Mama, while unoriginal in concept, provides one of the most wholehearted tracks on the album. Similar to the ode this track makes to Tupac’s “Dear Mama”, this song is simply a song of appreciation from Aminé to his mom. Rappers from the founding days of hip-hop to modern day have tracks with similar or identical subject matter. Despite this and due to the personal nature of these types of song, I tend to give them more leeway as they really aren’t intended for the audience more-so than the listener, being Aminé’s mom. It’s a beautiful track that pours emotion and sincerity.
“Fetus (feat. Injury Reserve)” takes some risks with its outlandish production consisting of what I can only call screeches and odd reverbs. While this may be off-putting to some, I don’t personally mind it as it draws more focus to the lyrics and message of the song; being the struggles of Aminé wanting a child but not wanting to raise it in the current state of our world. An unintentional but powerful inclusion on the track is Injury Reserve, featuring the recently deceased Groggs who powerfully delivers one of the best bars of the album, saying: “I hope I can be half the father that my Mama was, I hope I can be half the father that the Mamba was.”

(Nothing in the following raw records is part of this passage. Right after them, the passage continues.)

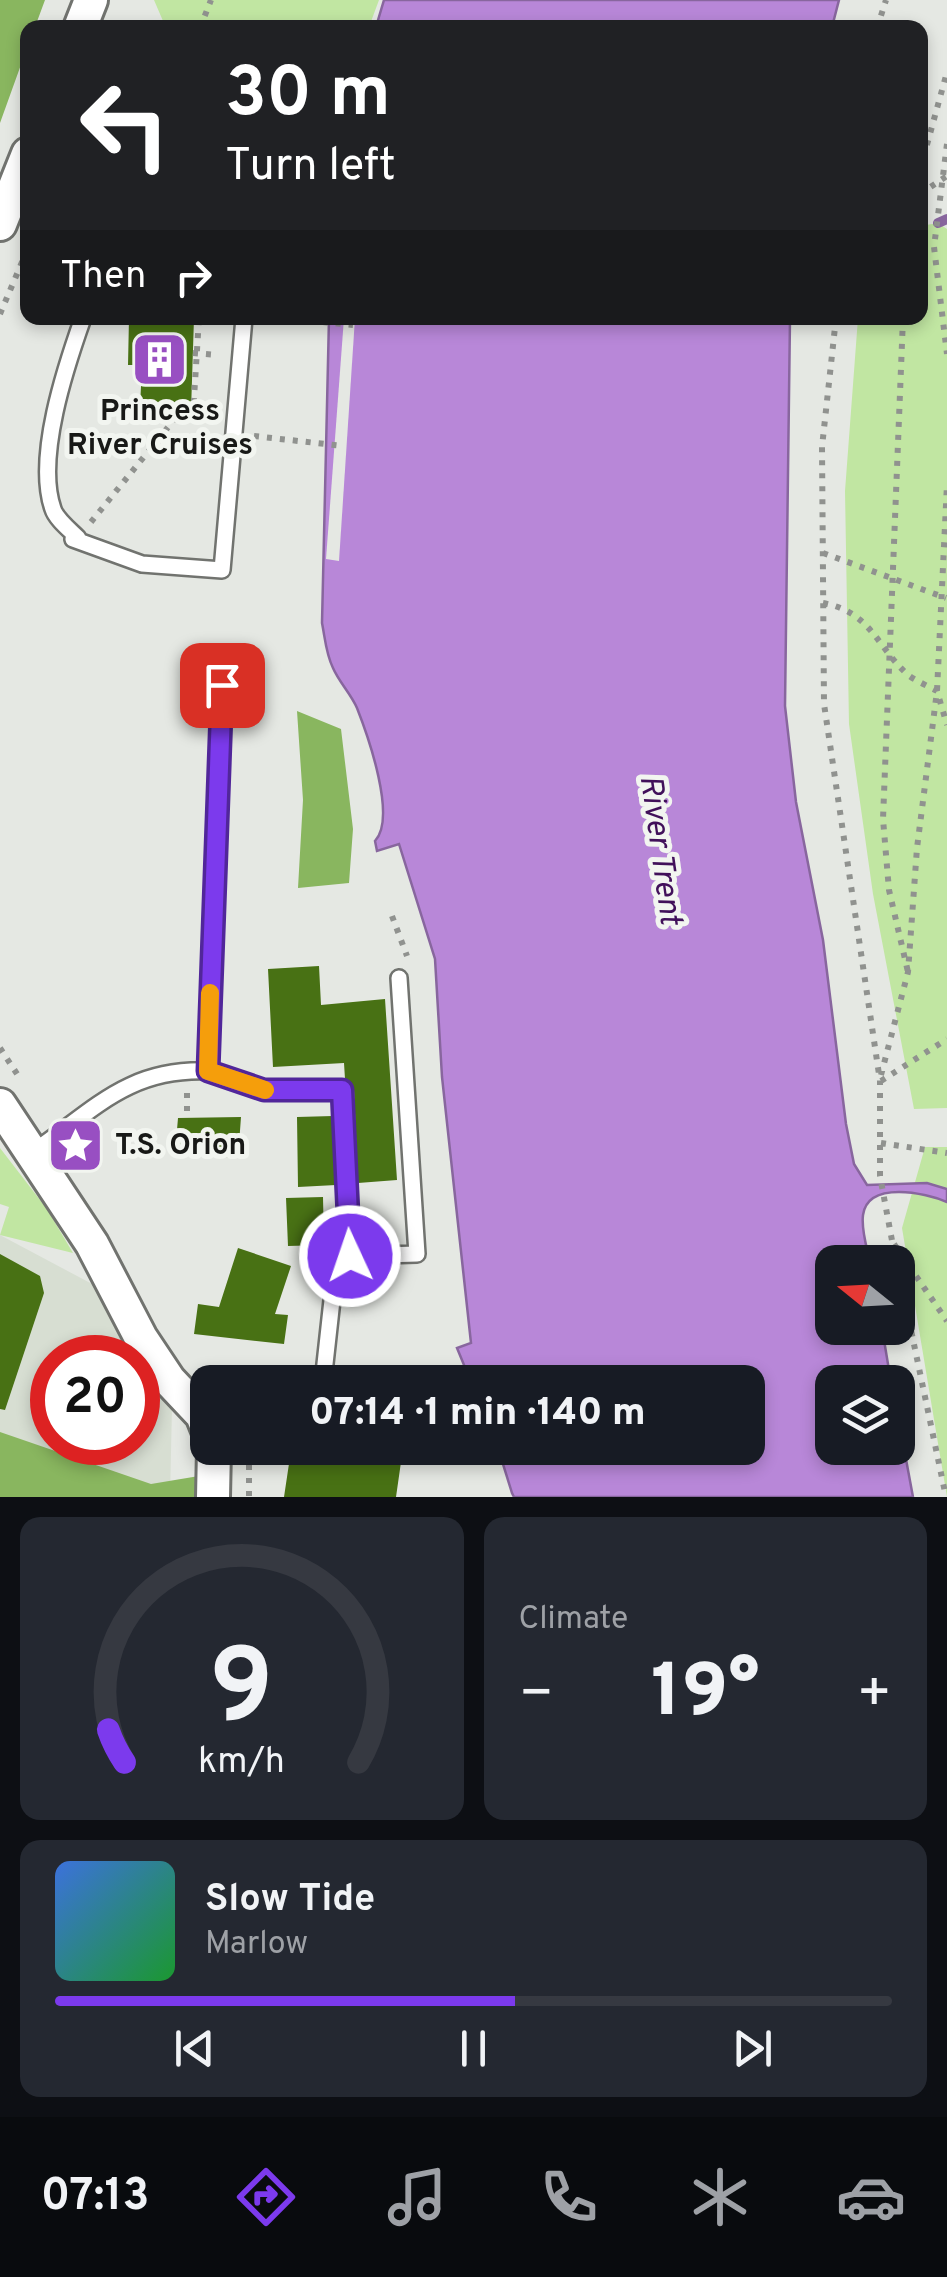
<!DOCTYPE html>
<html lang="en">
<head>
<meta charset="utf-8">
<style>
  body { margin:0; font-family:Overpass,sans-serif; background:#242831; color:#f1f3f6; height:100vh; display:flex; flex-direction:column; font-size:38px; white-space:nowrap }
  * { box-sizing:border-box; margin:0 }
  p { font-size:32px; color:#9ea1a6 }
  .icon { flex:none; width:55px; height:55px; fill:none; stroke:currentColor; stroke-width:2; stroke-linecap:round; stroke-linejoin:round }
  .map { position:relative; height:1497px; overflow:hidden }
  .sheet { display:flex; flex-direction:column; gap:20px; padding:20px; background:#0d0f14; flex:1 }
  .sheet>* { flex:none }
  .top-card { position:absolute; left:20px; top:20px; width:908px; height:305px; border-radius:20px; box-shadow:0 5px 15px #0003; background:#202124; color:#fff; overflow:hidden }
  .needle { width:65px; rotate:288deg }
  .tools { position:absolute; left:815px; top:1245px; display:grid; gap:20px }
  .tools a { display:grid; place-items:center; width:100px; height:100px; border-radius:20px; background:#171b24; box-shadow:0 5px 15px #0003; font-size:50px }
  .speed { position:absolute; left:30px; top:1335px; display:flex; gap:20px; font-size:50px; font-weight:700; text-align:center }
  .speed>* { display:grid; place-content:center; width:130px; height:130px; border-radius:50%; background:#171b24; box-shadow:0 5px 15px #0003; line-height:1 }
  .speed .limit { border:15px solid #d22; background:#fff; color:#111 }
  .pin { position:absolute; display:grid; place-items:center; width:85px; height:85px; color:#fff; margin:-42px; border-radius:20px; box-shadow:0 5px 15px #0006 }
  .me { position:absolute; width:110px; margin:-55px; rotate:357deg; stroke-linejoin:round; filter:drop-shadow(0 0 8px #0008) }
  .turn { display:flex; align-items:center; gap:35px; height:210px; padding:0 40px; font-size:45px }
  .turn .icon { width:130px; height:130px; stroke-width:2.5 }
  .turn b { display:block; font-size:70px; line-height:85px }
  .then { display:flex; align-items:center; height:95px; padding:0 40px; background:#0003; gap:20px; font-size:38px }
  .big { font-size:75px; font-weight:800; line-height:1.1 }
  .sheet .widget { flex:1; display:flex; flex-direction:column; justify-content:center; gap:15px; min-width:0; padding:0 35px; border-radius:20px; background:#242831 }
  .sheet .dial { align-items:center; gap:0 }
  .dial svg { height:260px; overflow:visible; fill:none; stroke:#363941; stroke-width:7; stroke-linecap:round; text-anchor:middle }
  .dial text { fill:#f1f3f6; stroke:none }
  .song { display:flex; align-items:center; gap:30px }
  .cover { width:120px; height:120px; border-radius:15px; background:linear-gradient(135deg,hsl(220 70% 55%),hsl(130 70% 35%)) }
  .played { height:10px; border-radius:5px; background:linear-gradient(90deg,#7c3aed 55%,#363941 55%) }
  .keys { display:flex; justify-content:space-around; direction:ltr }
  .heat { display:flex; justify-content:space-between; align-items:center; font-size:55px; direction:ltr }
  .sheet .tiles { flex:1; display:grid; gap:20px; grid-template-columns:1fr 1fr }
  .widget:last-child { grid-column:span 2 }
  .trip { position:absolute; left:190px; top:1365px; width:575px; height:100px; border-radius:20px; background:#171b24; box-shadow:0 5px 15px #0003; font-weight:800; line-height:100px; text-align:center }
  .tabs { display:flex; height:160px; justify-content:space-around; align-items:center; background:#090b0e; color:#9ea1a6 }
  .tabs .icon { width:70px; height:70px }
  .tabs .active { color:#7c3aed }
  .tabs b { font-size:45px; color:#f1f3f6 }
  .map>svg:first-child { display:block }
  .built { fill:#d7ded2; fill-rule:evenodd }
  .green { fill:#c1e6a2 }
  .forest { fill:#89b65f }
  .water { fill:#b887d8; stroke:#88669e; stroke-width:2.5 }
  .pier { fill:#e5e8e3 }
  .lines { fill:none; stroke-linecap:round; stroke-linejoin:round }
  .stream { stroke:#88669e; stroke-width:10 }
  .building { fill:#487114 }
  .lane-casing { stroke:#71736f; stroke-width:20 }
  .street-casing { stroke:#71736f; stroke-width:38 }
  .path { stroke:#90928f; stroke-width:6; stroke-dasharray:5 8; stroke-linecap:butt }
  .lane { stroke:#fff; stroke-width:15 }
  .street { stroke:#fff; stroke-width:32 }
  .route-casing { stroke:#51269a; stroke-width:25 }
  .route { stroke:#7c3aed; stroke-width:18 }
  .slow { stroke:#f59e0b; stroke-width:18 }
  .labels { text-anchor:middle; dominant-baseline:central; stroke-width:10; stroke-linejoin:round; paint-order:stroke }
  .poi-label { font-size:30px; font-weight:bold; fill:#181917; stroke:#f2f5f0 }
  .water-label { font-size:32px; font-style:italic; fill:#41105a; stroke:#f2f5f0 }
</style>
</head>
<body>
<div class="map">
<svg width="947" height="1497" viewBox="0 0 947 1497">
  <rect width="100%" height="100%" fill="#e5e8e3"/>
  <path class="built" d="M 0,1235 L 94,1285 L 172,1407 L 170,1497 L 0,1497 ZM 52,1358 L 138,1358 L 138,1442 L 52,1442 Z"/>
  <path class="green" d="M 154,0 L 379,0 L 369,27 L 166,28 Z
    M 938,223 L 947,229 L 947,1108 L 914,1109 L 873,894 L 849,724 L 845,491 L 858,318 L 920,318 L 920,226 Z
    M 925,1147 L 947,1147 L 947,1497 L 902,1228 Z
    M 0,1148 L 47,1209 L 73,1253 L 0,1235 L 9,1207 L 0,1204 Z"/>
  <path class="forest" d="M 0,0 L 45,0 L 35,27 L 28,28 L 27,48 L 0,123 Z
    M 297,711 L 341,729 L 353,829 L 349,883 L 298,888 L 303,800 Z
    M 0,1432 L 151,1484 L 199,1476 L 196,1497 L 0,1497 Z"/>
  <path class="water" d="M 384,0 L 839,0 L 832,27 L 376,27 Z
    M 329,318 L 790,318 L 785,706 L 796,802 L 823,940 L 846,1124 L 854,1164 L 867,1185 L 927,1183 L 947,1189 L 947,1202 C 926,1193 868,1180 863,1215 C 861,1230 867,1248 870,1262 L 832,1262 L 832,1328 L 882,1328 L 891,1382 L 832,1382 L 832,1448 L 898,1448 L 898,1416 L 913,1497 L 514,1497 L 512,1493 L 498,1448 L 748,1448 L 748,1382 L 471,1382 L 457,1348 L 471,1343 L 442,1077 L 435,959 L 399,844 L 377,851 L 375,841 C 397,818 368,736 357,708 C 351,694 339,682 333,668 C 326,654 325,638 322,623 Z"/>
  <path class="pier" d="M 344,318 L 355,318 L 339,561 L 326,559 Z"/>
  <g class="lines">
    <path class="stream" d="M 938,223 L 947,219"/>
  </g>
  <path class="building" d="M 129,318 L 194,318 L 191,411 L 140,407 L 142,365 L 128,365 Z
    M 319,966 L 321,1005 L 385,999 L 397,1180 L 358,1183 L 354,1090 L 345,1079 L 344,1063 L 273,1067 L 268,969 Z
    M 333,1116 L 336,1185 L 298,1187 L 297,1117 Z
    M 241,1117 L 238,1158 L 175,1153 L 178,1118 Z
    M 323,1197 L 324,1245 L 288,1246 L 286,1198 Z
    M 238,1248 L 291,1266 L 275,1314 L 288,1315 L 284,1344 L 194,1334 L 198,1304 L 219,1307 Z
    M 0,1254 L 40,1276 L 44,1293 L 5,1410 L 0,1409 Z
    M 342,1448 L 403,1448 L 396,1497 L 284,1497 L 290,1457 L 340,1464 Z"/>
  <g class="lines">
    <defs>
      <path id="lane" d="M 83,318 C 66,366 35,458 53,509 C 56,519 70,530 78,538 L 73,539 L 142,564 L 222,570 L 244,318
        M 222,685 L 208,1071 L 264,1090 L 343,1090 L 350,1256 L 417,1254 L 399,978
        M 33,1152 C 94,1110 128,1068 208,1071
        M 323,1378 L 467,1377
        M 323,1382 L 334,1282 L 350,1256"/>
      <path id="street" d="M 80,28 L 91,0
        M 0,224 L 28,154
        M 0,1105 L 92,1244 L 141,1338 L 169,1380 L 202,1415 L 208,1430
        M 213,1497 L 214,1448"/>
    </defs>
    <use href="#lane" class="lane-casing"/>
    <use href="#street" class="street-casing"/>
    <path class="path" d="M 200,28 L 211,0
      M 877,28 L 886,0
      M 27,90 L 28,90
      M 947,144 L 934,247 L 947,354
      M 920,170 L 947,72
      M 920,194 L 947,176
      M 0,314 L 28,248
      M 284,318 L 353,325
      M 836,318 L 822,447 L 824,704 L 880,1081 L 880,1176 L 896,1262
      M 903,318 L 883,819 L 889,890 L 908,972
      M 193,353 L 218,355
      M 178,414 L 193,414 L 199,318
      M 254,436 L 343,446
      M 91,522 L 182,410
      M 823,553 L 946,598
      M 823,603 C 871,612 876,646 908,675 C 916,681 928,686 937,691 L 947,725
      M 392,916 L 407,956
      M 0,1048 L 21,1080
      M 881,1075 L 908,972 L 917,848 L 937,691 L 947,484
      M 881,1081 L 947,1039
      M 187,1111 L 187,1093
      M 881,1143 L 947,1153
      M 894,1244 L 947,1321
      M 898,1268 L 946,1497
      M 249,1496 L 249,1464"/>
    <use href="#lane" class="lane"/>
    <use href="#street" class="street"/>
  </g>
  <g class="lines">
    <defs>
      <path id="route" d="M 222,685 L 208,1071 L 264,1090 L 342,1090 L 350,1256"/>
    </defs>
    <use href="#route" class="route-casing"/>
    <use href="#route" class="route"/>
    <path class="slow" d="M 210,993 L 208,1071 L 265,1090"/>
  </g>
  <defs>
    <symbol id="building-square" viewBox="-11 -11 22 22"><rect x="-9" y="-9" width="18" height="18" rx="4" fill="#984fc2" stroke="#f2f5f0"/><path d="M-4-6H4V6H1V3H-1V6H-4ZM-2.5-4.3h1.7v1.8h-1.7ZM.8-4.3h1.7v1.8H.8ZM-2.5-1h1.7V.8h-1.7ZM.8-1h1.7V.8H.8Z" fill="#fff"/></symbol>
    <symbol id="sight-square" viewBox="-11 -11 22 22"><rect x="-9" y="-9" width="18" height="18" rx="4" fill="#984fc2" stroke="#f2f5f0"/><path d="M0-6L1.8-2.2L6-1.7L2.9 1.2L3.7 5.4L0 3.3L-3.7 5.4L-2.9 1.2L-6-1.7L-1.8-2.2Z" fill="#fff"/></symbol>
  </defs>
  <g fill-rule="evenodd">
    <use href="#building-square" x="128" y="328" width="63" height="63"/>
    <use href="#sight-square" x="44" y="1114" width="63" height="63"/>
  </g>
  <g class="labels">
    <g class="poi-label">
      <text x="160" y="412">Princess<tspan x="160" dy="34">River Cruises</tspan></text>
      <text x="115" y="1146" text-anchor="start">T.S. Orion</text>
    </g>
    <g class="water-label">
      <text transform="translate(659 850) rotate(82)">River Trent</text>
    </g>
  </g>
</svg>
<div class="tools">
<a><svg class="needle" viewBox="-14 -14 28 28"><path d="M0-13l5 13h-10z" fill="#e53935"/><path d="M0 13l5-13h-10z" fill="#9ea1a6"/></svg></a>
<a><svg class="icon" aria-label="layers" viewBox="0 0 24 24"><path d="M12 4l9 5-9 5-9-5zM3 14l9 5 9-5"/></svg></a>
</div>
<div class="speed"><div class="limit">20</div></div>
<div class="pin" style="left:222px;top:685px;background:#d93025"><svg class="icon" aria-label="arrive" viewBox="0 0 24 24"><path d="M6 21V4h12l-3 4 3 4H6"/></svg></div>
<svg class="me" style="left:350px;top:1256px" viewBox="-20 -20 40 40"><circle r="17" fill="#7c3aed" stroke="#fff" stroke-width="3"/><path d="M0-11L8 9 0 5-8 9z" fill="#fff"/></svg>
<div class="trip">07:14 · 1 min · 140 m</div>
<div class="top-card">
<div class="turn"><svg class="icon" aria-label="left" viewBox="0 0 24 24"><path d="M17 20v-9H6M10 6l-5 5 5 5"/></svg><div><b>30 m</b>Turn left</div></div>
<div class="then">Then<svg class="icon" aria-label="right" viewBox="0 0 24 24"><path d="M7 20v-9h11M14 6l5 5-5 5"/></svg></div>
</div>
</div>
<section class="sheet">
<div class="tiles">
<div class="widget dial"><svg viewBox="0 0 100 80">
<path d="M14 69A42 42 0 1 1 86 69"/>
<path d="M14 69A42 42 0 0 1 9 59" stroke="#7c3aed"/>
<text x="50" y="56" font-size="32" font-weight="700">9</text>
<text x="50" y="72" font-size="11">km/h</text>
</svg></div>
<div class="widget"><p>Climate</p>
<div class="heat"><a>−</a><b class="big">19°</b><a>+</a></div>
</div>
<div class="widget">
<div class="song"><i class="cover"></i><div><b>Slow Tide</b><p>Marlow</p></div></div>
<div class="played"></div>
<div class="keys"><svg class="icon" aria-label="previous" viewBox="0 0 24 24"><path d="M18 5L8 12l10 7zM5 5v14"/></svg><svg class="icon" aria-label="pause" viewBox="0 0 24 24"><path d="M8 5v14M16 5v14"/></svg><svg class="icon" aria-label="next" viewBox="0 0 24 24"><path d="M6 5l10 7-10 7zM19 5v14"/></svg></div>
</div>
</div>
</section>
<nav class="tabs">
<b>07:13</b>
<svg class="icon active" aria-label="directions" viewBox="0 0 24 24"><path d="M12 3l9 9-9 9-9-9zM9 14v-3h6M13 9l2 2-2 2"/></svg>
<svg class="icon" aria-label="music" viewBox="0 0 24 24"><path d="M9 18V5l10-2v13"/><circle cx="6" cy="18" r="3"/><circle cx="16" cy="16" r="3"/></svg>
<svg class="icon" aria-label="phone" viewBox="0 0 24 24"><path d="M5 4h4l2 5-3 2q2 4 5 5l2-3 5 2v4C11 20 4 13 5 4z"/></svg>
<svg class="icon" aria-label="climate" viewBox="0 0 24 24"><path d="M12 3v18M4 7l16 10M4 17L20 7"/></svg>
<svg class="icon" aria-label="car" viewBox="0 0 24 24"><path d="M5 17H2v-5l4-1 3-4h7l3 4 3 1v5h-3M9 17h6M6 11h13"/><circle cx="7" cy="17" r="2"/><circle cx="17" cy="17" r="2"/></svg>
</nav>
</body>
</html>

Lastly, we arrive on “My Reality”, the curtain close of this album. This track’s production mirrors that of Kanye West during the Graduation era of his career with its uses of vocals, synthesizers and vocoding. In this track, Aminé reflects on the life he has, stating how his reality is his fantasy; consisting of no problems or worries and serves as a powerful closer to what I consider to be a fantastic project.
Aminé has been under my radar until this point. While I barely listened to Good For You and found myself indulging in some of the tracks on ONEPOINTFIVE, this was the first project from the Portland rapper that I decided to sit down with and experience what it had to offer; and I am so happy that I did. This album features some of the most concise track lists I’ve heard in 2020 alongside some wonderful production that features a heavier emphasis on T-Minus’ contributions.
While only having a run time of 44 minutes, I find that this is the perfect example of good things coming in small packages. Most of the tracks are beautifully crafted; but those that aren’t tend to fall extra flat due to the expectations set by the others. I really want to give this album an 8 but I know that that is just a little too high for this project. However, I rate this album with the strongest 7/10 I can give.